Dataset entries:
= Beginning of Section =

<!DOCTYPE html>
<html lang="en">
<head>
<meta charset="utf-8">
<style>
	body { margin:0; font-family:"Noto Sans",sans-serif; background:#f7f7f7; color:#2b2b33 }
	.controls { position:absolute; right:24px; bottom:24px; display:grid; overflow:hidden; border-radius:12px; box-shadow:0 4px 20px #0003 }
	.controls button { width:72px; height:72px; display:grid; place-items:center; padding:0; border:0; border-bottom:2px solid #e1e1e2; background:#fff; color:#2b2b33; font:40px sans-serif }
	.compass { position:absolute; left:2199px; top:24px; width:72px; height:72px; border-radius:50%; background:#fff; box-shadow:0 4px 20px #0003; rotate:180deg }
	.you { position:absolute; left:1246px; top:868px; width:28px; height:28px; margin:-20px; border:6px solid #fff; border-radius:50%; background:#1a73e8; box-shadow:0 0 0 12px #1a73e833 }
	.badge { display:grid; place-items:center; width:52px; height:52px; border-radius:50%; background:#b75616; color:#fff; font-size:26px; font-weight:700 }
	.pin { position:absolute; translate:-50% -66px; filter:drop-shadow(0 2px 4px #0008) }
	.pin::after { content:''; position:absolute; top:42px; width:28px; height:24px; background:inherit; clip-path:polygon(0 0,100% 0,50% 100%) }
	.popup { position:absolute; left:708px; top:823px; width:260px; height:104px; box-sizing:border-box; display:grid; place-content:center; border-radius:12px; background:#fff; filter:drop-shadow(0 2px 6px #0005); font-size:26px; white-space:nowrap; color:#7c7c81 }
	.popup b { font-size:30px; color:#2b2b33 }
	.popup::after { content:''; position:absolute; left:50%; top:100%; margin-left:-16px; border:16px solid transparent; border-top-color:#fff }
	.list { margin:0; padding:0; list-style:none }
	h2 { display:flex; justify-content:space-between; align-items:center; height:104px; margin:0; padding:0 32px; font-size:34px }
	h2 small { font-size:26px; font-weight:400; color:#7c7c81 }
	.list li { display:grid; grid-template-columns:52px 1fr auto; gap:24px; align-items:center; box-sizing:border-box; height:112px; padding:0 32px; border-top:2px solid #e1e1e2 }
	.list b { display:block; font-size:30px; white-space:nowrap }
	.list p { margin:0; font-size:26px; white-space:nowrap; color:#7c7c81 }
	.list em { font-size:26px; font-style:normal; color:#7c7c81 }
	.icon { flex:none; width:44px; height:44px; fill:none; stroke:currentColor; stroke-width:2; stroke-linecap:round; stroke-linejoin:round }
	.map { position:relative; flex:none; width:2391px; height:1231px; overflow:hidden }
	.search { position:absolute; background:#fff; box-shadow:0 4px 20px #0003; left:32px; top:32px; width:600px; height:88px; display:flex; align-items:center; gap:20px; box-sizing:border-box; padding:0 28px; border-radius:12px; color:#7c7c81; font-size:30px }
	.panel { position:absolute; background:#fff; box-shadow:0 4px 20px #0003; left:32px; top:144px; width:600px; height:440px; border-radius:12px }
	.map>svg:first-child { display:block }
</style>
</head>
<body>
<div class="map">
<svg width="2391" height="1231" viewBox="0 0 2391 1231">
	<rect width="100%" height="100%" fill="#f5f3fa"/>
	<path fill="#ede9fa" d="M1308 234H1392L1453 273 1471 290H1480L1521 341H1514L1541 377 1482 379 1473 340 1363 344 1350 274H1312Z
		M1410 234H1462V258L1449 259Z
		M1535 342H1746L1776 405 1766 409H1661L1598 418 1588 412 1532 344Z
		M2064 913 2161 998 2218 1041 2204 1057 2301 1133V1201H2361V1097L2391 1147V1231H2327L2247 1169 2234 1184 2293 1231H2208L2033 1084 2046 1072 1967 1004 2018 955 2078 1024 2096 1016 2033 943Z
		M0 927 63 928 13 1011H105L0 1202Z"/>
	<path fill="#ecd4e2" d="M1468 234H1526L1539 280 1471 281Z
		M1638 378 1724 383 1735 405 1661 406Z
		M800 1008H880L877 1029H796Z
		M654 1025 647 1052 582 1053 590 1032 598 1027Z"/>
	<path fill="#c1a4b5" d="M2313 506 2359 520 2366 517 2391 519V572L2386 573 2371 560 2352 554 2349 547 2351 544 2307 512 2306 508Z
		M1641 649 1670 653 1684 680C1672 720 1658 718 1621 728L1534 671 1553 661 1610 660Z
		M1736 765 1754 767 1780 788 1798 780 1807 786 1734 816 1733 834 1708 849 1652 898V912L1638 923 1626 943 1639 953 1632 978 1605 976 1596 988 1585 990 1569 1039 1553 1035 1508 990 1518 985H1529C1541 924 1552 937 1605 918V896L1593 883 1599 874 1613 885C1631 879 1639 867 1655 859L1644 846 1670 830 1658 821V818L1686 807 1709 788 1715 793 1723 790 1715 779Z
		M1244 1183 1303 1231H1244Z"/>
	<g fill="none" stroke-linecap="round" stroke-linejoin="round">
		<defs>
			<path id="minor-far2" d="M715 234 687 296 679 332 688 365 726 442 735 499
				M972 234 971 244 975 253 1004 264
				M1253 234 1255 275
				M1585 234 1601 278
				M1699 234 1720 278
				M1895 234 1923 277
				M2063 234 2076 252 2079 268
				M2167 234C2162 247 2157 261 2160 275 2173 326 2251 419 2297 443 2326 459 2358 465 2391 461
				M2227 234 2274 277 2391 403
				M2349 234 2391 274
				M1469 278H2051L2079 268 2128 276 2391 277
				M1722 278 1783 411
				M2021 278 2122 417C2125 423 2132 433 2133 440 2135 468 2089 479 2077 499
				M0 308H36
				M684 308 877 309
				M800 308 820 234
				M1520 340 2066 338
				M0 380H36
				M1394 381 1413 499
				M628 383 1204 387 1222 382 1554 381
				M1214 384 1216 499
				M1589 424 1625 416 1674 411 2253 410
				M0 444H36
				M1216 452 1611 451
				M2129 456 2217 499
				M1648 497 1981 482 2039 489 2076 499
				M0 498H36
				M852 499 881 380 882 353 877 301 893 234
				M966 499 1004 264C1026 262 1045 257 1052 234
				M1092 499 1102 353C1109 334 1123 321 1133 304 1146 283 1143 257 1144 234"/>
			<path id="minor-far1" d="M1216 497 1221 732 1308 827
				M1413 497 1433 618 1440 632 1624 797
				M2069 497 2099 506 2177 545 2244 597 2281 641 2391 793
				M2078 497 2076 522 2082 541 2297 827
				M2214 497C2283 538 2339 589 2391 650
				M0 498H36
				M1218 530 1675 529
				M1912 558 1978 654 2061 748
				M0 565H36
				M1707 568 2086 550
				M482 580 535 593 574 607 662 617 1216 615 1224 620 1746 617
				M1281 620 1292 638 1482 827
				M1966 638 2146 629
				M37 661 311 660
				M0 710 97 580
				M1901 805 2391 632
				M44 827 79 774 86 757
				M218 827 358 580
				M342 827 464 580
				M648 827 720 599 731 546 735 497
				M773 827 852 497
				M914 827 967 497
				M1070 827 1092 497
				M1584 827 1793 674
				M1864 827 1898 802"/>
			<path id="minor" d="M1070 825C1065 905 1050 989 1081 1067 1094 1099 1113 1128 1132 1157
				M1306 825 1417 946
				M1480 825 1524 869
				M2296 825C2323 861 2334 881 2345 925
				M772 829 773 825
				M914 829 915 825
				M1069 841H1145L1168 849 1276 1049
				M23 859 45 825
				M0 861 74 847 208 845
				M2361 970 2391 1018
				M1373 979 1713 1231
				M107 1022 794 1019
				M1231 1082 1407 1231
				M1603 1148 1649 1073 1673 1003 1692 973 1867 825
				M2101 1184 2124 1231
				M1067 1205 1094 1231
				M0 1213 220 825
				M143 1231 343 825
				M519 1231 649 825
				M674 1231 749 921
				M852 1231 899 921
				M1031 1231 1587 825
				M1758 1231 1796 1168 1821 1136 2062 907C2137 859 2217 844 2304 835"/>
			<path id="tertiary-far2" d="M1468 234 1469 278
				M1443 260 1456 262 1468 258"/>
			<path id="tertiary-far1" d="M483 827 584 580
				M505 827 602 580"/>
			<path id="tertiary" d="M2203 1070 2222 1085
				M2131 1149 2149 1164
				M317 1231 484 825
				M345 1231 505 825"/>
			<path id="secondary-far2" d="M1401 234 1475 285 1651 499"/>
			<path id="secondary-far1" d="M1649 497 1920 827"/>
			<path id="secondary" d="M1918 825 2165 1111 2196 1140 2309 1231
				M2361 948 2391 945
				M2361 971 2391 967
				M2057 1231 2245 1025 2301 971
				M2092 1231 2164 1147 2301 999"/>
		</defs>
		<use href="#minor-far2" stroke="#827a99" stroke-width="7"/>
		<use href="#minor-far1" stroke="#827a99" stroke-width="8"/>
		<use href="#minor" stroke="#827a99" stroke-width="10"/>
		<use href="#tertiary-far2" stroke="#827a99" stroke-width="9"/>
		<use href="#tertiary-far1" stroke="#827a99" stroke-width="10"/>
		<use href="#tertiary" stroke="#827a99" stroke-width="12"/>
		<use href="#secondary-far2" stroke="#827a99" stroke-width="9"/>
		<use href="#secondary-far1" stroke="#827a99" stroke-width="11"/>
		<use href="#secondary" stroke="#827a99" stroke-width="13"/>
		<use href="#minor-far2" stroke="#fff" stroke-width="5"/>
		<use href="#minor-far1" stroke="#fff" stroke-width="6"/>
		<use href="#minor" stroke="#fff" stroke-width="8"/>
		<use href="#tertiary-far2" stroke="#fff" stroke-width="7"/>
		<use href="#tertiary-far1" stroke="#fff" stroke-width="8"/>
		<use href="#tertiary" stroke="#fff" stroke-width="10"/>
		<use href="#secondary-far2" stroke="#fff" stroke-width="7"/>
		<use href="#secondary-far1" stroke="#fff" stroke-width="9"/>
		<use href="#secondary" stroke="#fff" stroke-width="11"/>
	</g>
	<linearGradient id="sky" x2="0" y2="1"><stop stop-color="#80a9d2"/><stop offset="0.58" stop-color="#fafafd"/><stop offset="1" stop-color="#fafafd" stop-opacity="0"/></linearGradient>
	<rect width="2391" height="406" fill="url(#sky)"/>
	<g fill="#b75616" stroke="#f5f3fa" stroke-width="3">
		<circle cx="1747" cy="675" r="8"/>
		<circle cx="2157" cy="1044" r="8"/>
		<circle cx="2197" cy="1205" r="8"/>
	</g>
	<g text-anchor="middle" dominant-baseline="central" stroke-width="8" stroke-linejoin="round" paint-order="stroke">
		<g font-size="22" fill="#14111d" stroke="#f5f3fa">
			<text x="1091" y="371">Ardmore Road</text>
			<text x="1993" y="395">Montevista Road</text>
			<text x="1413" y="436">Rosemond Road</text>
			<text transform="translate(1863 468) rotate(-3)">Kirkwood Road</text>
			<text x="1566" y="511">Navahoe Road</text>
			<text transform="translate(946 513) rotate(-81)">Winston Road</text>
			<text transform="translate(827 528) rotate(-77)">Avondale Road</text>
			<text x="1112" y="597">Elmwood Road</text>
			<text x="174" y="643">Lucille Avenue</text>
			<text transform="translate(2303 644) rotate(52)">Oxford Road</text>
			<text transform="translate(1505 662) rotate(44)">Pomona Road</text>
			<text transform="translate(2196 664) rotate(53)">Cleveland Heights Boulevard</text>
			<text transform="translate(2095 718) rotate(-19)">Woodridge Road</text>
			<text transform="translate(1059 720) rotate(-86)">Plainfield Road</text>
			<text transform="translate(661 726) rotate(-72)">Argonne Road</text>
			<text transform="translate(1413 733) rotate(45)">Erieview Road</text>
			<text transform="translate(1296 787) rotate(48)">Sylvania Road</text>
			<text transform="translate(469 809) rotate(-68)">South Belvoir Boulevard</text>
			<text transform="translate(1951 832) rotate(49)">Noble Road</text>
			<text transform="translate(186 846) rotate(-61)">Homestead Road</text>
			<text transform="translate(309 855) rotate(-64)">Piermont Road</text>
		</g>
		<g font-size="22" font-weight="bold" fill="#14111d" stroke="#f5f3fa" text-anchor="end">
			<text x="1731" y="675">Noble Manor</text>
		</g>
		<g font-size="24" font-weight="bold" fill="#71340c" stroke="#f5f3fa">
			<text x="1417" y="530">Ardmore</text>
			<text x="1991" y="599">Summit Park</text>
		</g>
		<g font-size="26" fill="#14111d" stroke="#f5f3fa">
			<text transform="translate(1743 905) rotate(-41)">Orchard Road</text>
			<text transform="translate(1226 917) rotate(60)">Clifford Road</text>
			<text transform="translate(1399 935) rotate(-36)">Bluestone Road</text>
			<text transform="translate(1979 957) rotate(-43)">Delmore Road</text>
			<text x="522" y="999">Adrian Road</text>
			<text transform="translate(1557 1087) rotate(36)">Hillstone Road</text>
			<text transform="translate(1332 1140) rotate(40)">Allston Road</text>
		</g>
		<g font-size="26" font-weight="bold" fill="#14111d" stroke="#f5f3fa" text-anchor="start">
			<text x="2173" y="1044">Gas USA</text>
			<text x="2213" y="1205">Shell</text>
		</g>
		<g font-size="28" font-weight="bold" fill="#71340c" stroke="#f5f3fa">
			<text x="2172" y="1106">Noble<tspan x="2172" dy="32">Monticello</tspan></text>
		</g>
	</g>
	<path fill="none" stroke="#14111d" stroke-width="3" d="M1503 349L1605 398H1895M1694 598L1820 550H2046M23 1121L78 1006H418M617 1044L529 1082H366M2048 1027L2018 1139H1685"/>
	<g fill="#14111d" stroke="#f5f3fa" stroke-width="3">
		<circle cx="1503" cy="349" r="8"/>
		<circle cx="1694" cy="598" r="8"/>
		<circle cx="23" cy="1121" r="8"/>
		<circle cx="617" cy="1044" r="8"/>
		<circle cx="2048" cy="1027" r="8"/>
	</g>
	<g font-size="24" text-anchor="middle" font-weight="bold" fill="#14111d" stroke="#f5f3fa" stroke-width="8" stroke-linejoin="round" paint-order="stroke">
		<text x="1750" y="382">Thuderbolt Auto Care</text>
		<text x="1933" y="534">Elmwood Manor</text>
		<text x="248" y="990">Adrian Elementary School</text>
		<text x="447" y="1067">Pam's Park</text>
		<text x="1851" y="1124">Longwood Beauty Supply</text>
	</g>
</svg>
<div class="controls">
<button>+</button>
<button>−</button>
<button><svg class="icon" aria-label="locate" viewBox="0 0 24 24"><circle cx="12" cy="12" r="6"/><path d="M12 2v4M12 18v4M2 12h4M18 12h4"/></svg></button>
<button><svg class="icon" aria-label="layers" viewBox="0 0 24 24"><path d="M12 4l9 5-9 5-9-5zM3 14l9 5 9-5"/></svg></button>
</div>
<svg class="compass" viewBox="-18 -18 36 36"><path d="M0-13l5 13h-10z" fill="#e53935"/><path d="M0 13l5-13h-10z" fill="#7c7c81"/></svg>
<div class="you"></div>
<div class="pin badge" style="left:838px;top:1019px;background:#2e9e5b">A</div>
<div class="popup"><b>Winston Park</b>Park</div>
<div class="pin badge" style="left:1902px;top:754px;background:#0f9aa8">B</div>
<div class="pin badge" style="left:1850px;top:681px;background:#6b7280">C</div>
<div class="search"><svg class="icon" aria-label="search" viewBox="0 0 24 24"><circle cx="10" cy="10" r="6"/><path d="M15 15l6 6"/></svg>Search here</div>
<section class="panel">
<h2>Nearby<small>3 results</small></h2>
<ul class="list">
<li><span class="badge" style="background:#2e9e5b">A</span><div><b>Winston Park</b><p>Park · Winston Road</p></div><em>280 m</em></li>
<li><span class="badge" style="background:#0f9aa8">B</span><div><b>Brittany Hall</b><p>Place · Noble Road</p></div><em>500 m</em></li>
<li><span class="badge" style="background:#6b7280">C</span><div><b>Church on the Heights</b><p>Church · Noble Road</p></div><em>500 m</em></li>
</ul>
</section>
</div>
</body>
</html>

= End of Section =

What you have to do. Using the data above, show each line where "linecap" occurs.

Exercise result.
	.icon { flex:none; width:44px; height:44px; fill:none; stroke:currentColor; stroke-width:2; stroke-linecap:round; stroke-linejoin:round }
	<g fill="none" stroke-linecap="round" stroke-linejoin="round">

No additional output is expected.